• [GOAL OF THE EXERCISE]:
Show the lines of the material that contain the word "hidden".

--- DATA SHOWN Enclosed Below ---

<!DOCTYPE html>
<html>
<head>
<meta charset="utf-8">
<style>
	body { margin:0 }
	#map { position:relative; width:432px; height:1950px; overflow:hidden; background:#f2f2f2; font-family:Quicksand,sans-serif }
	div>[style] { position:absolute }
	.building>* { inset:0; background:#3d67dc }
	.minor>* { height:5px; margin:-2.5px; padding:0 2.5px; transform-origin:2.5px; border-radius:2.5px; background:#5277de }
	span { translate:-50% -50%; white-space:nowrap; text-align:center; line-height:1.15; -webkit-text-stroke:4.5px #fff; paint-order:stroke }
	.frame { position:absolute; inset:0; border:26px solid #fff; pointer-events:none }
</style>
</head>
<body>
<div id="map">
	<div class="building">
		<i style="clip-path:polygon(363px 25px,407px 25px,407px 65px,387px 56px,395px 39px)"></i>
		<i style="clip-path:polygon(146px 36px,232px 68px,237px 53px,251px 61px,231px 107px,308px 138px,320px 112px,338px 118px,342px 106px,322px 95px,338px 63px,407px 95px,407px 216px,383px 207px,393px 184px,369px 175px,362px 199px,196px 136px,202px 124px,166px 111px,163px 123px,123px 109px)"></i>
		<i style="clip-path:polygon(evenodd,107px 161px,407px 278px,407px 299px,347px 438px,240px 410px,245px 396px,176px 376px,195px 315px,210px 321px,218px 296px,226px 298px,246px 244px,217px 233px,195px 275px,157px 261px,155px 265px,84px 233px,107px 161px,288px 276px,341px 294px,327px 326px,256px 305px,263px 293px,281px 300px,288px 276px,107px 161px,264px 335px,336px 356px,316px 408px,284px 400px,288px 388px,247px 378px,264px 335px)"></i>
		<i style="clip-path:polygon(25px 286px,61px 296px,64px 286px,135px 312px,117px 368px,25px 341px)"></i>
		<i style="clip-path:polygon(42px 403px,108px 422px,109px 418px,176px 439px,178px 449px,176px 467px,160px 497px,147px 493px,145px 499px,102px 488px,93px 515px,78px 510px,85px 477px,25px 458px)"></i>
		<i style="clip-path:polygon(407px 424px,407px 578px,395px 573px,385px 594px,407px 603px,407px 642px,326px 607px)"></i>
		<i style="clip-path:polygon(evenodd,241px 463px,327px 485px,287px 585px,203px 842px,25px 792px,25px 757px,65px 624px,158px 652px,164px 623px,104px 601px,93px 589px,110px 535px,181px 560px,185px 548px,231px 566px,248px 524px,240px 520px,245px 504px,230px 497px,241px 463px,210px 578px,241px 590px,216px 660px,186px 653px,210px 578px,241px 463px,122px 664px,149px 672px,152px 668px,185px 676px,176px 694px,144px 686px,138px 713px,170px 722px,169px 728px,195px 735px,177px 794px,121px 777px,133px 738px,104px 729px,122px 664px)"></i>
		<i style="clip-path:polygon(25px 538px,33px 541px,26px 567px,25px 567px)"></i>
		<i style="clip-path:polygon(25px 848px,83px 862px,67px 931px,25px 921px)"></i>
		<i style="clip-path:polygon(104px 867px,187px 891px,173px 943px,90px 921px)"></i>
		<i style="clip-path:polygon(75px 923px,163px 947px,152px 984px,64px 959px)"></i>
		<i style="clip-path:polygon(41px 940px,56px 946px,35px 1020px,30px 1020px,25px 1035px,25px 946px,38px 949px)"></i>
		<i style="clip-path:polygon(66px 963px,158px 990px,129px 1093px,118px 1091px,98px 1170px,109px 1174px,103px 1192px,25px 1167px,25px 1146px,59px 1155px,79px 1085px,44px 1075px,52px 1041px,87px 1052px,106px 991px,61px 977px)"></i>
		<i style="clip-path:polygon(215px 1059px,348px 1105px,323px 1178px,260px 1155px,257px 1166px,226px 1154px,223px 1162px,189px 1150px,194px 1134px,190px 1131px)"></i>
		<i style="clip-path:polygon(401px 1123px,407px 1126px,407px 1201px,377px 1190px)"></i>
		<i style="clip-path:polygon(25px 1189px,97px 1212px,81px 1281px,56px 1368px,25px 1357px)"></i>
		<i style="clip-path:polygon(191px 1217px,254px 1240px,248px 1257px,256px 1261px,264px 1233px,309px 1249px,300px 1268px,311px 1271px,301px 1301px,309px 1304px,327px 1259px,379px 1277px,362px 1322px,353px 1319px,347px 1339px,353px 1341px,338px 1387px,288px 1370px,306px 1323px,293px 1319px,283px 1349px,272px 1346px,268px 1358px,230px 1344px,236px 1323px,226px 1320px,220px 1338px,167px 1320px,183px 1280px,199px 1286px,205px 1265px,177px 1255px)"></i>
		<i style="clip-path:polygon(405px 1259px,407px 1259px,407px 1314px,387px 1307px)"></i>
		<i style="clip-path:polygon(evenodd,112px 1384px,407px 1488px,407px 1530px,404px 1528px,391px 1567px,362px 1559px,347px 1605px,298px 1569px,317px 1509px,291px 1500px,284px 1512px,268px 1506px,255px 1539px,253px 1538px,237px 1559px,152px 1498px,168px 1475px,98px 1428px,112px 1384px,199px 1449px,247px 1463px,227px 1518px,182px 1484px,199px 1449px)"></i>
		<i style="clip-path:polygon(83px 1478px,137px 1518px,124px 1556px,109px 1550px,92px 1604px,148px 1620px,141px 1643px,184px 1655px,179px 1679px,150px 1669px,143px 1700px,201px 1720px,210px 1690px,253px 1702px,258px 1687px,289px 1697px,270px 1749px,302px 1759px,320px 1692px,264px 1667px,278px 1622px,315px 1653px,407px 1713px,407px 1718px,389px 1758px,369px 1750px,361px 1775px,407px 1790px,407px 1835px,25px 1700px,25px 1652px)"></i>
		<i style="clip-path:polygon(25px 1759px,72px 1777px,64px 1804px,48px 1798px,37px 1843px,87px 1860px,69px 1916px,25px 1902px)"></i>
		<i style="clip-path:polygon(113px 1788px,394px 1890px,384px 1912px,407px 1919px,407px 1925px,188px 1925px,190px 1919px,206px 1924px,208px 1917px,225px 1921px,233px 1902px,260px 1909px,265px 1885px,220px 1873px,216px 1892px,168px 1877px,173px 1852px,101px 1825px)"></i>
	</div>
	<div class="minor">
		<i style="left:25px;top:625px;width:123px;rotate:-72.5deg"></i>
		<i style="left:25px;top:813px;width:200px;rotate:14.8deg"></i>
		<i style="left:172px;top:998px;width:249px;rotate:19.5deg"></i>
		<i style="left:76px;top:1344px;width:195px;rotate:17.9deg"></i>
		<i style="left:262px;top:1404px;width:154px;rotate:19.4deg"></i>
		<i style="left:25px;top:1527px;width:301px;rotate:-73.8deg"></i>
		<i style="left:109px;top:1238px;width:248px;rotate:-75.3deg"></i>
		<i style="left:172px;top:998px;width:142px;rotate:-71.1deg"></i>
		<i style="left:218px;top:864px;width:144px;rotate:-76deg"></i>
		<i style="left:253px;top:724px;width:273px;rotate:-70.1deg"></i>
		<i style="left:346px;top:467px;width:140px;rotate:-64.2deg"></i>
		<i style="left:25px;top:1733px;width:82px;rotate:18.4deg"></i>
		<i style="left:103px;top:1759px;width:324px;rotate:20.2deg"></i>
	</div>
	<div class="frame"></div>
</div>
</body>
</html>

--- End of Enclosed DATA SHOWN ---
--- DATA SHOWN Enclosed Below ---

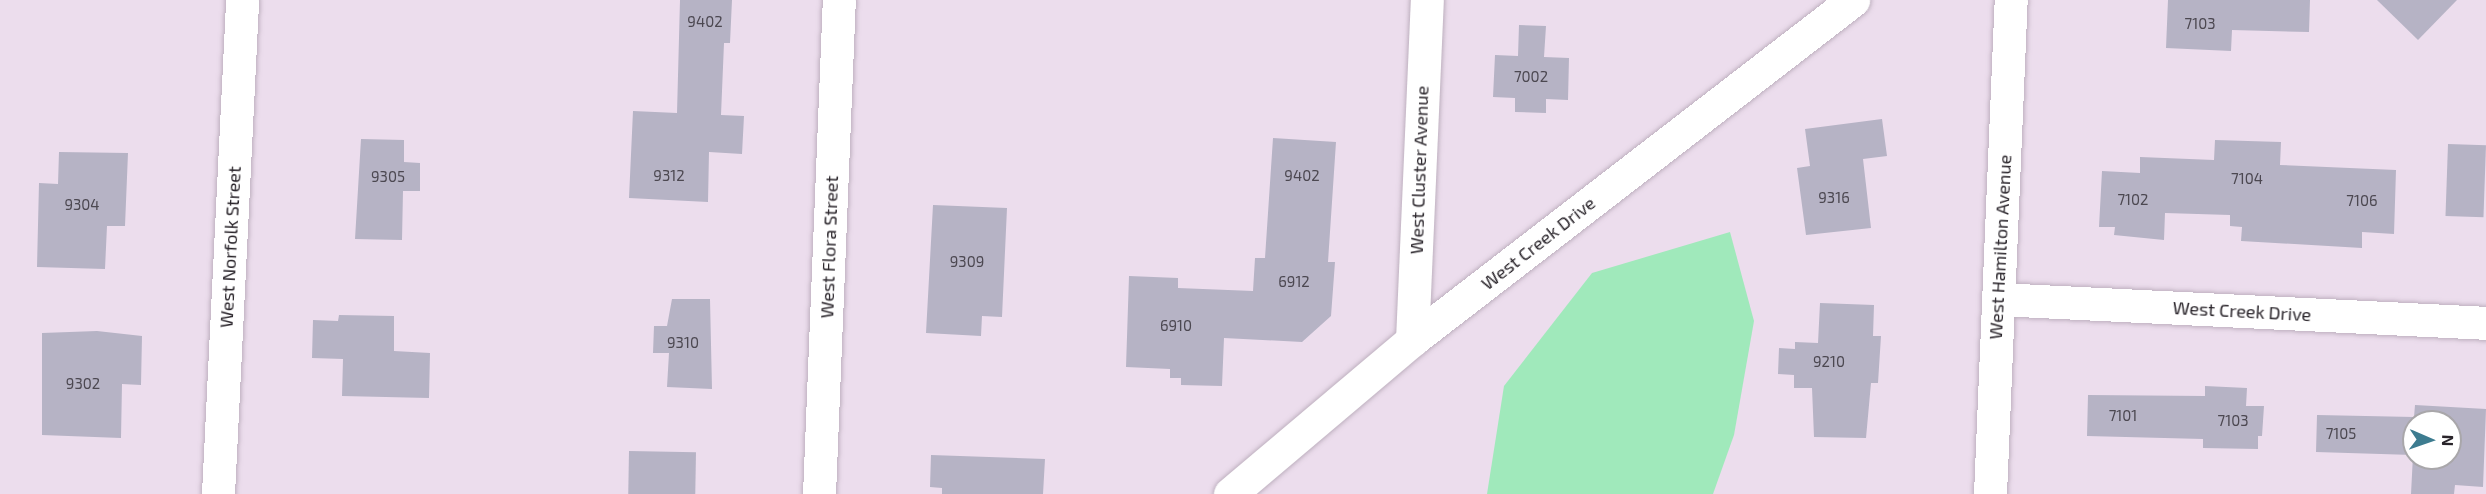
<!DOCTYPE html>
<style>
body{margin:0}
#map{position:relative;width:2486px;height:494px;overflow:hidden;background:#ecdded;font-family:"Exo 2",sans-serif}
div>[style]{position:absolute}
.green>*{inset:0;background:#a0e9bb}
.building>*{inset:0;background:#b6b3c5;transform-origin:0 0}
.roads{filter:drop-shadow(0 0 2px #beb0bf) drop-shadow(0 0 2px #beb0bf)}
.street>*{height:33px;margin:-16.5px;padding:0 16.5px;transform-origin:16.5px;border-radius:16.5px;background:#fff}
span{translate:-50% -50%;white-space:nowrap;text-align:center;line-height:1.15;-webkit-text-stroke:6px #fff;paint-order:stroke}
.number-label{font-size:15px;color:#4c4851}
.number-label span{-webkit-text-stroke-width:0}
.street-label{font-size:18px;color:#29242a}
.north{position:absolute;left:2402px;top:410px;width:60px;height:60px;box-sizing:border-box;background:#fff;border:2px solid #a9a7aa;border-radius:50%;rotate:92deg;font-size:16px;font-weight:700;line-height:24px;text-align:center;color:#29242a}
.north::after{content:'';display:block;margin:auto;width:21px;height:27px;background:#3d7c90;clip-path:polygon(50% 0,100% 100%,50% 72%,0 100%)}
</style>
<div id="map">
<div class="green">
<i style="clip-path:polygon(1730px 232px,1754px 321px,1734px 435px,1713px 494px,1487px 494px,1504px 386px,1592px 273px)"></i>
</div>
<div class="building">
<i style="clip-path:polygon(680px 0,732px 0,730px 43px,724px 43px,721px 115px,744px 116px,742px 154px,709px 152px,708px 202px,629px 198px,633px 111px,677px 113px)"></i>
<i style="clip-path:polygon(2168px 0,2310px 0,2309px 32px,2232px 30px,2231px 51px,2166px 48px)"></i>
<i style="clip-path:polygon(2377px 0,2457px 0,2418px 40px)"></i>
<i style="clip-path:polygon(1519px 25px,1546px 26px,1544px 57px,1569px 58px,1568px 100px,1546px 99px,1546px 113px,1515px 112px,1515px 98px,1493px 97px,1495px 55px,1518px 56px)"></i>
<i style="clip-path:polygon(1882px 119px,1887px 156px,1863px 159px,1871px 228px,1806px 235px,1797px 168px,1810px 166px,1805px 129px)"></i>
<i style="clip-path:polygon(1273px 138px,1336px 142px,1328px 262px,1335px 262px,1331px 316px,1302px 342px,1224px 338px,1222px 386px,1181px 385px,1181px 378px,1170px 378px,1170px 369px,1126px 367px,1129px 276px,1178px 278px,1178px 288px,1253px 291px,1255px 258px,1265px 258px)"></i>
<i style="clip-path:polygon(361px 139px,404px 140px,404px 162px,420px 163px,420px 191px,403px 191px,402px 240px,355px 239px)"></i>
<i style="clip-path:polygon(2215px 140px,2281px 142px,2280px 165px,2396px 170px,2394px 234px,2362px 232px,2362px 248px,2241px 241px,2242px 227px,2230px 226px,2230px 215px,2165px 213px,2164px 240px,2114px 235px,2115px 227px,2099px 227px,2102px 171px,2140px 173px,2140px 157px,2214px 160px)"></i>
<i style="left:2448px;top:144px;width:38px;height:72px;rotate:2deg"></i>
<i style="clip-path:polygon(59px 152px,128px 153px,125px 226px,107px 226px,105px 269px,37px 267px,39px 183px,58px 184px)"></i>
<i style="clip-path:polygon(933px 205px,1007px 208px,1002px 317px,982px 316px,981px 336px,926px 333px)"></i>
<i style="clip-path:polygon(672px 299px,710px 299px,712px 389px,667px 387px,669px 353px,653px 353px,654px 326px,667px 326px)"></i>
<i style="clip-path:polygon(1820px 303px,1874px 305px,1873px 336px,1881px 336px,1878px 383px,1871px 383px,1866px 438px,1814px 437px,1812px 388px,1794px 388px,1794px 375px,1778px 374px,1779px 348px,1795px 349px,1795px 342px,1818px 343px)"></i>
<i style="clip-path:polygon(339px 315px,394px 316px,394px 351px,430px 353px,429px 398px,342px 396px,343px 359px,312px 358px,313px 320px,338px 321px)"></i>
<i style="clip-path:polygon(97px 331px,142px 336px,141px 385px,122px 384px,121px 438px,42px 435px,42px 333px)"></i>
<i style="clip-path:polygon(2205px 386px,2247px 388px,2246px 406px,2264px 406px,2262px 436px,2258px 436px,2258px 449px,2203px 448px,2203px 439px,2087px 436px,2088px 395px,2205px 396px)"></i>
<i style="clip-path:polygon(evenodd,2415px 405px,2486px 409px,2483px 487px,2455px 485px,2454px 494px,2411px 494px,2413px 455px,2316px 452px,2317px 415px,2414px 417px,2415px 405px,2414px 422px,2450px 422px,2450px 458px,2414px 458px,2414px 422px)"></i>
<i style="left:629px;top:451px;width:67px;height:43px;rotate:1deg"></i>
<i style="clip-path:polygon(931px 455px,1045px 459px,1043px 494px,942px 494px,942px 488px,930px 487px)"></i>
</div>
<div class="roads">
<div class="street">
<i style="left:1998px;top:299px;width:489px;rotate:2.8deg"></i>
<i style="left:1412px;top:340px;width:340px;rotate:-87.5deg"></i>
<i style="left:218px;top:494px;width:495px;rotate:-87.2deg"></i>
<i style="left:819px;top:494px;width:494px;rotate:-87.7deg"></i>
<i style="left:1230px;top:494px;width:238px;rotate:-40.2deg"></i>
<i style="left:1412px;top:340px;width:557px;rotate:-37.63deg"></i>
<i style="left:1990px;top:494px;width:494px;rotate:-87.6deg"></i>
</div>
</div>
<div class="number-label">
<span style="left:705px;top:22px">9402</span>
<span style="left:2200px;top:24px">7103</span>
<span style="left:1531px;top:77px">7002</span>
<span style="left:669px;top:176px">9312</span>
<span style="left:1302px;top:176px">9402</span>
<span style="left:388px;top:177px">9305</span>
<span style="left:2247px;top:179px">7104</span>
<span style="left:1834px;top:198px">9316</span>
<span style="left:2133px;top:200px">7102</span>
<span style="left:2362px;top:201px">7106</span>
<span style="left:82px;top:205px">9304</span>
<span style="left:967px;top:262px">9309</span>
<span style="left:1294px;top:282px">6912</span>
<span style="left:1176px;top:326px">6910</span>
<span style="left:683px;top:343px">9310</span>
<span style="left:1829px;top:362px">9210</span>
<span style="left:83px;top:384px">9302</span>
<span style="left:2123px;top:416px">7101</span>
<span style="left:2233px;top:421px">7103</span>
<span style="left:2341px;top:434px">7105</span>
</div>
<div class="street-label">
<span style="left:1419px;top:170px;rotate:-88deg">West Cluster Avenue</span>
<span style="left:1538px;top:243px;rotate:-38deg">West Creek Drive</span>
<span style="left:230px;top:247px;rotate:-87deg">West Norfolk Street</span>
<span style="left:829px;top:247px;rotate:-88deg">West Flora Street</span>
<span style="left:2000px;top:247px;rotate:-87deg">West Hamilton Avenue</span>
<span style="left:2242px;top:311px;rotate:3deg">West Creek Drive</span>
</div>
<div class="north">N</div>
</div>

--- End of Enclosed DATA SHOWN ---

• [SOLUTION FOR THIS EXERCISE]:
	#map { position:relative; width:432px; height:1950px; overflow:hidden; background:#f2f2f2; font-family:Quicksand,sans-serif }
#map{position:relative;width:2486px;height:494px;overflow:hidden;background:#ecdded;font-family:"Exo 2",sans-serif}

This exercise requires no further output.